Recent studies have shown that the diversity of mycorrhizal fungi is strongly associated with plant community composition (Davison, Öpik, Daniell, Moora, & Zobel, 2011; Martínez‐García, Richardson, Tylianakis, Peltzer, & Dickie, 2015; Peay, Baraloto, & Fine, 2013) and habitat conditions (Hazard et al., 2013). For instance, in the case of MH interactions, a given group of plant species can be exploiting either closely or distantly related fungal hosts (see Figure 1). Additionally, this same group of plants can have either a weak or a strong fungal‐host overlap (see Figure 1). The combination of these two factors depends on plant niche and have been shown to be determinant for plant coexistence (Levine & HilleRisLambers, 2009; Levins, 1968; Rohr et al., 2016). According to niche theory (Loreau, 2010; MacArthur & Levins, 1967), species coexistence is a function of their their niche width and niche overlap (Chesson, 2000). Competitive exclusion among species is high when their potential niche overlap is large and their combined niche width is small. Similarly, the chances of co‐occurrence among species in the same niche space is low when their potential niche overlap is small and their combined niche width is large. Species coexistence (co‐occurrence and no exclusion) then is expected to happen when niche overlap and niche width are symmetric (Chesson, 2000; Tilman, 2011) (see Figure 1—diagonal). Niche delimitation is never straightforward due to our often lack of a priori knowledge about the resources and functional traits defining the niche dimensions of a species (Kraft, Godoy, & Levine, 2015). Defining the niche of fungal hosts of mycoheterotrophic plants is as challenging as for other groups of organisms, but one potential hypothesis is that the higher the fungal‐host diversity of mycoheterotrophic plants, the broader their niche.
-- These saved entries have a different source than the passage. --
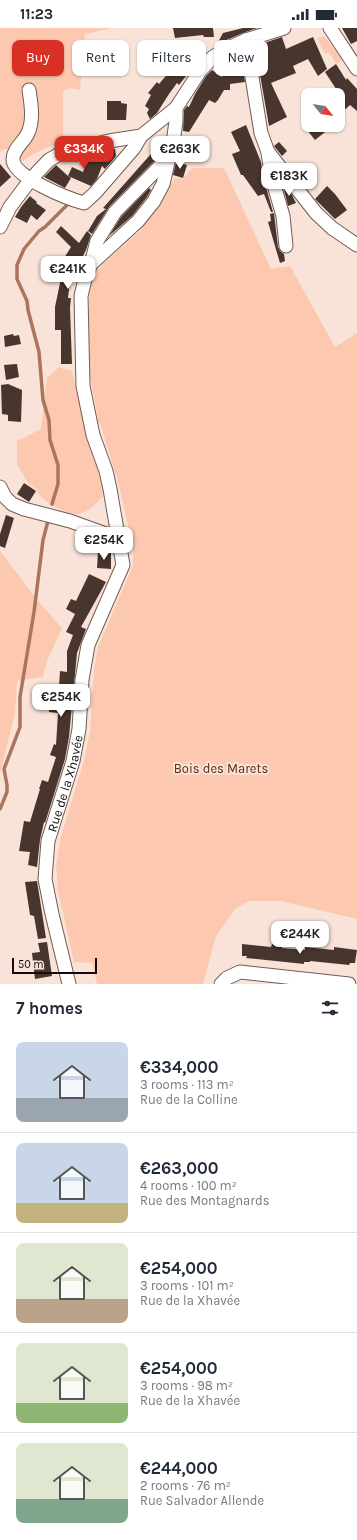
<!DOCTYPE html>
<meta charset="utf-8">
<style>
:root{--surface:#fff;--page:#f2f2f3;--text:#1f2937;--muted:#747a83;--line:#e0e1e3;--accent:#d93025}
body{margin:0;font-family:Karla,sans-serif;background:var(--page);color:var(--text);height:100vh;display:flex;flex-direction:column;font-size:15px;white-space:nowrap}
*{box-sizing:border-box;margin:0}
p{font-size:13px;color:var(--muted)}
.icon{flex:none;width:22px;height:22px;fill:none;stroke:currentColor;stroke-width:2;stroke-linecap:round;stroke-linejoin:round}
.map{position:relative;height:956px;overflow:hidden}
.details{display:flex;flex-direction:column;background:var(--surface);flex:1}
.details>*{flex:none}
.banner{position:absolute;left:12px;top:12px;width:333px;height:36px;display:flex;gap:8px}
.needle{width:26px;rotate:120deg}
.tools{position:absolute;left:301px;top:60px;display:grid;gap:8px}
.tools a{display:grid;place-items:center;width:44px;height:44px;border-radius:8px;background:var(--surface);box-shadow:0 1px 3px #0004;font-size:20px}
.scale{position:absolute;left:12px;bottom:10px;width:85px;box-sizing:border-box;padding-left:4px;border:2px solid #120b08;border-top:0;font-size:11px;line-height:14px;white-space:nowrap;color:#120b08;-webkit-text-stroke:3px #f9e3d8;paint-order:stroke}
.price{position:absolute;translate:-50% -34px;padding:0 9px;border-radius:8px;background:#fff;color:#222;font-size:13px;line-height:26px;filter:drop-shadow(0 1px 2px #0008)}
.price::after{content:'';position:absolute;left:50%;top:24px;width:12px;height:9px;margin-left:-6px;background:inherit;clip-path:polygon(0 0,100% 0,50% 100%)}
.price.selected{background:var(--accent);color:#fff}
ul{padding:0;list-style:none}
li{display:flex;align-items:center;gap:12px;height:100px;padding:0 16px}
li+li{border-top:1px solid var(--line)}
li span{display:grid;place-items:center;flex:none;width:112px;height:80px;border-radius:8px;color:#555}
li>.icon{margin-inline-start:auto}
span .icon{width:48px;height:48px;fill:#fffc;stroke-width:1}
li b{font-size:17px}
h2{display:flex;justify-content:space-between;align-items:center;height:48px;padding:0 16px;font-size:17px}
.chip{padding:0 14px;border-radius:8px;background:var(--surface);box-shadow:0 1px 3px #0004;font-size:14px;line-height:36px}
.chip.selected{background:var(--accent);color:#fff}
.status{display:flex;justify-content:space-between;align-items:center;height:28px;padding:0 20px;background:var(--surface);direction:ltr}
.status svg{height:11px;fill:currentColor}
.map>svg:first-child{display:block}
</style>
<div class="status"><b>11:23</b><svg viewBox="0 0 49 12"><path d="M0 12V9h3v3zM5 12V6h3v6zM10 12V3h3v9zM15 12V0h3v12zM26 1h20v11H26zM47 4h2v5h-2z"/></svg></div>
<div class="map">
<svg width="357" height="956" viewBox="0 0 357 956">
<rect width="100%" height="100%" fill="#f9e3d8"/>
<path fill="#fcc9b0" d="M0,0H113L85,6L80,62L70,60L63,63V115C47,118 36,124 23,133L12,120L2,122L0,125Z
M324,8L343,31L336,36L329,24L325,26L317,10Z
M192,140H224L271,241L290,238L335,319L357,305V891L281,873H249L235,881L216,908L203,956H97L92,935L74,934L58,863L56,838L61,808L84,733L90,703L94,642L98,619L133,537V518L118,454L100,395L86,400L98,442L103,468C95,477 89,484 78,486C69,488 38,472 37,462L28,455L17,436V413L41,401L47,350L59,339L72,343L84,396L98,390L89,344V272L91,257L95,247L103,236L140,203L175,150L183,151Z
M0,523L39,574L62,600L47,633L43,649L17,653L15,685L0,746Z"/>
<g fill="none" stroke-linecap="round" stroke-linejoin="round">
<path stroke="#ab755b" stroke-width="3.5" d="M52,476L58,456V437L50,412L49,392L43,372L39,324L28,282L27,273L17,251V237L24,221L39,203L45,199L70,174
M0,781L7,764V757L4,741L20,699V669L34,584L43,512L48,493"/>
</g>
<path fill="#48362e" d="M173,0H213L214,9H204L203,7L175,10Z
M243,0H257L243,5L217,16L223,5Z
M342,0H357V13L351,16Z
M282,9L286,21L313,9L327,41L318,48L308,31L293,38L296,45L271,55L287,89L269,98L255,18Z
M231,30L232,36L242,35L245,54L230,56V62H224L218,72L215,75L209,72L189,104L183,103L184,82L187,78L189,79L195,66L206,48L212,42L222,49V33Z
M176,36L179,40L186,37L190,43L179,57L177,55L169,66L157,85L150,91L147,85L149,81L145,78L151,67L148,65L157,54L159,56Z
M336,36L346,52L347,50L357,61V83L350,77L338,88V74L342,70L325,44Z
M107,73H121V75L127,76L126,92H107Z
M246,97L261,134L264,152L273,184H271L264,166L258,168L243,147H241L232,126L240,123L231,104Z
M303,97H334L315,112Z
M166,109L162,125L109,179L92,206L88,203L97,188L106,181L103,180Z
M279,114L287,123L282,128L274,118Z
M115,121L116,128L105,141L102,138L97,151L91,158L68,148L71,150L65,160L44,149L56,137L68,148L72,139L83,144L88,130L87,126Z
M176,134L187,137L183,150L173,147Z
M0,136L11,149L0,159Z
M282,154L292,167L296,175L288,178Z
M327,158L335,166L347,182L335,191L315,171Z
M149,160L151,162L147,169L132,188L109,208L121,189Z
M30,168L37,174L36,175L46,182L37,192L31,187L27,195L15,189L21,179Z
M274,185L278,219L280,223L284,226L285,233L280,235L268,194L271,193L270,186Z
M61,198L79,215L87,203L91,207L86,222L70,254L68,270H71L70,280L72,336H61V302H55V279L61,250L54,246L71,219L56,204Z
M13,306L14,308L19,307L21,316L5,319L4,308Z
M17,336L19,349L6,352L4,337Z
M8,356L22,362L21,394L8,393V387L2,386L1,357Z
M24,455L36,463L29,474L17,466Z
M6,487L14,490L5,520L0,518V506Z
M98,524L111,525V541L97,540Z
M89,546L106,554L81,599L86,601L77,625L69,709L65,731L45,795L44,794L40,812L37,839L28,837L30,824L19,823L24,793L30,794L40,761H39L42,752L48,754L56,729L50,727L54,716L56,717L58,685L49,684V674L58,675L60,643L67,644V623L73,607L66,604L75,586L66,581L71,571L76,573Z
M37,853L46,910L38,911L34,888L30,887L25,854Z
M47,914L52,948L35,951L32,925L40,924L38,915Z
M242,916L271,919L272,916L283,917L282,920L305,922V919L334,922V919L357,922L355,935H350L349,937L310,933V934H304V936L246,930L247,928H242Z"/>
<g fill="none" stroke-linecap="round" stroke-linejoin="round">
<defs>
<g id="minor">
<path d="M330,0L357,41"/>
<path d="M246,12L261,105L268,124L316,185L332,200L357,217"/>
<path d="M29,62C31,75 34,92 28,105C24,114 13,121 13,131C12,149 69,171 84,175L95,165L134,120L141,108"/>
<path d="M268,125L272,150L283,188L286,218"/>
<path d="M0,199L10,179L31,151L49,132L65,123L109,113L141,108L176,80L200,43L213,29L224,22L246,12L284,0"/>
<path d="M91,236L97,213L115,184L168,130"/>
<path d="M0,459L5,469L12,476L24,481L70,493L120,511"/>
<path id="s1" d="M69,956L52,886L45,851L48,813L73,733L79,701L82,652L88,617L123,537L110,461L106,443L93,407L83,358L81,268L85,251L91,236L138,193L154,173L163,156L174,108L176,93V80"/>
<path d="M221,956L227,950L240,944L349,956"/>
</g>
</defs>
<use href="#minor" stroke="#6f5c53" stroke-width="15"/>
<use href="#minor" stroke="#fff" stroke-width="13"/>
</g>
<g text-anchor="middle" stroke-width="4" stroke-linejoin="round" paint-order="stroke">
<g font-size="13" fill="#5a2b12" stroke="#f9e3d8">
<text x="221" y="745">Bois des Marets</text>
</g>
<g font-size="13" fill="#120b08" stroke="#f9e3d8">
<text dy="5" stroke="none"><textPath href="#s1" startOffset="206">Rue de la Xhavée</textPath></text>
</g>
</g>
</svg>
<div class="tools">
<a><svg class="needle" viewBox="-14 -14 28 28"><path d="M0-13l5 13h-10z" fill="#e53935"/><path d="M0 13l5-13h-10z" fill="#747a83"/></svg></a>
</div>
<div class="scale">50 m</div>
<b class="price selected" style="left:84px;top:142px">€334K</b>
<b class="price" style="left:180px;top:142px">€263K</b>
<b class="price" style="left:289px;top:169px">€183K</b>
<b class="price" style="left:68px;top:262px">€241K</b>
<b class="price" style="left:104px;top:533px">€254K</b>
<b class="price" style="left:61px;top:690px">€254K</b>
<b class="price" style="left:300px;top:927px">€244K</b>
<div class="banner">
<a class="chip selected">Buy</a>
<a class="chip">Rent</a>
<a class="chip">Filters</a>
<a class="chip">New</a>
</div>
</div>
<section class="details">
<h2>7 homes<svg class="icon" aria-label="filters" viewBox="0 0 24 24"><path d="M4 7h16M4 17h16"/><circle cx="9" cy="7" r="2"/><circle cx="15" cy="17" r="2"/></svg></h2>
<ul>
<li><span style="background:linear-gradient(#c9d6e8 70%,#9aa5b1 0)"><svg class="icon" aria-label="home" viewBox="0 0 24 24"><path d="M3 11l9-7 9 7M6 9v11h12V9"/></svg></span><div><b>€334,000</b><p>3 rooms · 113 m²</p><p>Rue de la Colline</p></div></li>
<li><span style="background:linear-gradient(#c9d6e8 75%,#c2b280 0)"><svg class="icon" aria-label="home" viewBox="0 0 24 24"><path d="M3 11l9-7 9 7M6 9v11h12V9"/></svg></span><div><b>€263,000</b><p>4 rooms · 100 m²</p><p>Rue des Montagnards</p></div></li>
<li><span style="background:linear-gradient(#dfe7d0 70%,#b9a48a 0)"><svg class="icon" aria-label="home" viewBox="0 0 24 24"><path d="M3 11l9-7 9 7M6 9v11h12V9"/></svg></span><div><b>€254,000</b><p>3 rooms · 101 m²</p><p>Rue de la Xhavée</p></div></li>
<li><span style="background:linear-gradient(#dfe7d0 75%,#8fb573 0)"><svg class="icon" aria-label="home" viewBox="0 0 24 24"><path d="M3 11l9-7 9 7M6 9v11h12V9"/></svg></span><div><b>€254,000</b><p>3 rooms · 98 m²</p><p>Rue de la Xhavée</p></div></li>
<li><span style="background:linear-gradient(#dfe7d0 70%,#7fa58c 0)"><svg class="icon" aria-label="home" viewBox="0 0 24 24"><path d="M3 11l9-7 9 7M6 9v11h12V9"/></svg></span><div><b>€244,000</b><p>2 rooms · 76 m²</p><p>Rue Salvador Allende</p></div></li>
</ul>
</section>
Thus, species coexistence may be favored under symmetric patterns of fugal‐host overlap and diversity.

Figure 1

Illustration of possible fungal‐host patterns among mycoheterotrophic plants. On the vertical and horizontal axes, the figure illustrates, respectively, an increase in fungal‐host diversity and fungal‐host overlap among MH plants. The bottom right panel represents a scenario for plants with high chances of competitive exclusion given by their large fungal‐host overlap and their small fungal‐host diversity (using similar functional traits). The top left panel represents a scenario for plants with low chances of co‐occurring in the same space given by their small fungal‐host overlap and their large fungal‐host diversity (using different functional traits), which could be difficult to find in a common place. The diagonal panels then represent the scenarios for plants with a higher chance of coexistence given by their symmetry between fungal‐host overlap and fungal‐host diversity, which could lead to maximize co‐occurrence (exploit available resources) and to minimize competitive exclusion

To work on the above hypothesis, we use a system where the mycorrhizal interaction involves mycoheterotrophic plants. In addition, these plants are associated with arbuscular mycorrhizal fungi (phylum Glomeromycota), which are associated with more than 80% of land plants. Therefore, this association represents one of the most ancient and abundant mycorrhizal interaction among plants on a global scale (Smith & Read, 2008; Strullu‐Derrien et al., 2001). Here, we investigate MH interactions by analyzing the observed patterns of associations between MH plants and their fungal hosts in a niche framework. In particular, we study how the phylogenetic diversity of arbuscular mycorrhizal hosts varies among individual MH plants, and how this diversity is modulated and shared among groups of MH plants.

Methods

Sampling sites and mycoheterotrophic species

The geographic range of MH plants associated with arbuscular mycorrhizal fungi is mostly restricted to tropical rainforests worldwide (Leake, 1994). Neotropical forests harbor the largest species diversity compared to the paleotropical forests. In the neotropics, the two biomes with the highest diversity of MH species are the Amazon forest and the Atlantic forest (Merckx, 2013). We collected MH plants in these two biomes in French Guiana and Brazil, respectively (see Fig. S3). The sampled sites in French Guiana were low land coastal plain forests (Guitet, Brunaux, Granville, Gonzalez, & Richard‐Hansen, 2015), and in Brazil were also low lands in Ombrophilous dense coastal forests (Veloso, Rangel Filho, & Lima, 1991). Due to the ephemeral nature of MH plants, it is only possible to collect them during their flowering period. Most MH species flower after the rainy season, from July until November. All collections were made during this period.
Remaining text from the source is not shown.